Dentro do tema abordamos a história da nossa cidade que nasceu de uma ocupação ilegal dos trabalhadores que construíram a capital e queriam uma vida melhor. Nós então, que estávamos estudando o tema pensamos na história de três família retirantes que chegaram após a criação de Brasília e queriam encontrar algum emprego e conseguir estudo para seus filhos e filhas pequenos e pequenas. Eu ajudei com algumas ideias, mas estava um pouco preocupada com esse negócio de atuar, pensando bem seria a segunda vez que eu atuaria, a primeira foi fingindo ser uma bailarina de circo numa apresentação vergonhosa de dança.

Voltando a peça, a professora colocou alunos de todas as salas pra participar. Fiquei com o papel de mãe e esposa (HAHAHA, adorei, só que não), para uma criança de 10 anos isso era uma baita vergonha, mas vamos lá já tinha dito que topava. Meu marido seria um garoto de outra turma chamado Miguel. Mais alto que eu, sorriso travesso e jeito meio tímido, meio alegre demais. Adivinhem só, eu o achei lindo e não fui só eu.
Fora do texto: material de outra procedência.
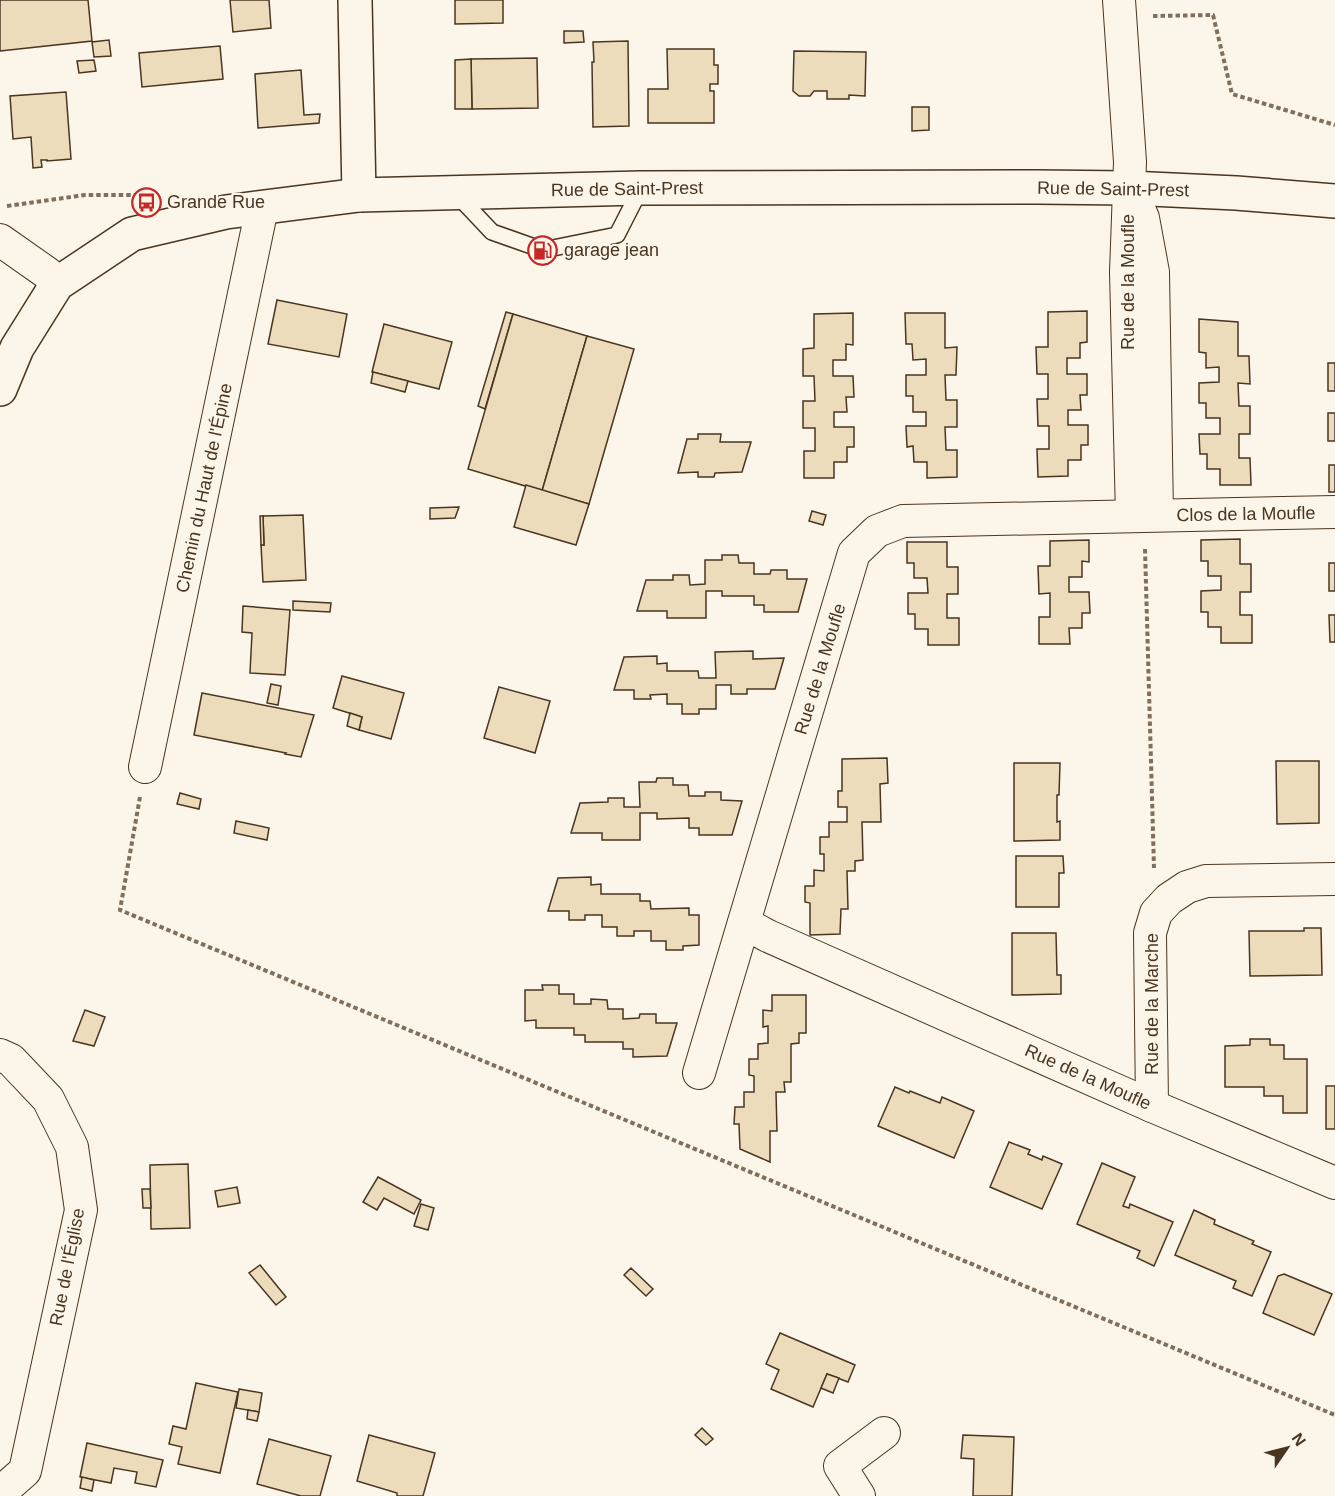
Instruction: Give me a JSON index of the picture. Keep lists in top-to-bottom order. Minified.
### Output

Mas naquela época nada muito para além iria acontecer, éramos jovens chegando na puberdade tentando entender como tudo isso funcionava, era como colocar o pé na piscina e ver se a água era gelada ou não e comparar com a temperatura do chuveiro. 

Pois bem, atuamos juntos e eu na época o achei muito educado, diferente dos outros meninos que eu detestava (cresça com pessoas durante anos e viva mil experiências e veja se não vira uma irmandade positiva ou negativa) porque viviam fazendo bullying comigo e eu criada numa família de 95% de mulheres não era muito afeita a aceitar calada ofensas vindas de homens independente da idade. 

Claro, que tinha que ter um PORÉM nisso tudo, no dia da peça todos os garotos estavam entusiasmados com a menina que na época era a mais bonita de todas (metida na mesma proporção), Agatha. E claro que Miguel também estava. Claro por que? Porque os homens são levados a seguir o bando desde a infância, Valeska Zanello fala disso em um livro seu sobre a masculinidade como uma casa a qual eles precisam e querem ser aceitos. Além de reparar nos olhares dele o que pode ou não ter me incomodado porque ele claramente demonstrou que queria estar apresentando a peça com Agatha e sendo seu marido fictício, ele me solta uma pérola ´´ nossa como você é gorda´´, não tem problema nenhuma nessa frase e hoje sabemos que isso é apenas uma característica física como qualquer outra, mas no auge dos meus dez anos, criada vendo novelas, achei um absurdo. Considerei que ele havia me xingado, fiquei triste e magoada e eu que já não tinha certeza se queria me expor por ouvir falar mal dos meus óculos e orelha, agora tinha que me preocupar coma barriga usando meu vestido branco que sobressaltava meu buchinho infantil, por outro lado já era uma pessoa que me perguntava, qual o problema do meu bucho? E se eu me esconder a vida toda vai ter tanto lugar assim pra eu me esconder? Fiz a peça, não falei mais nada com esse menino e torci pra nunca cair na mesma sala que a dele. 

Mas o destino ri da nossa cara quando dizemos nunca, ele diz: O tempo é mais forte que o ser humano e dele eu sei, vocês não. E aí será que o destino me ouviu ou jogou suas cartas na mesa num outro momento?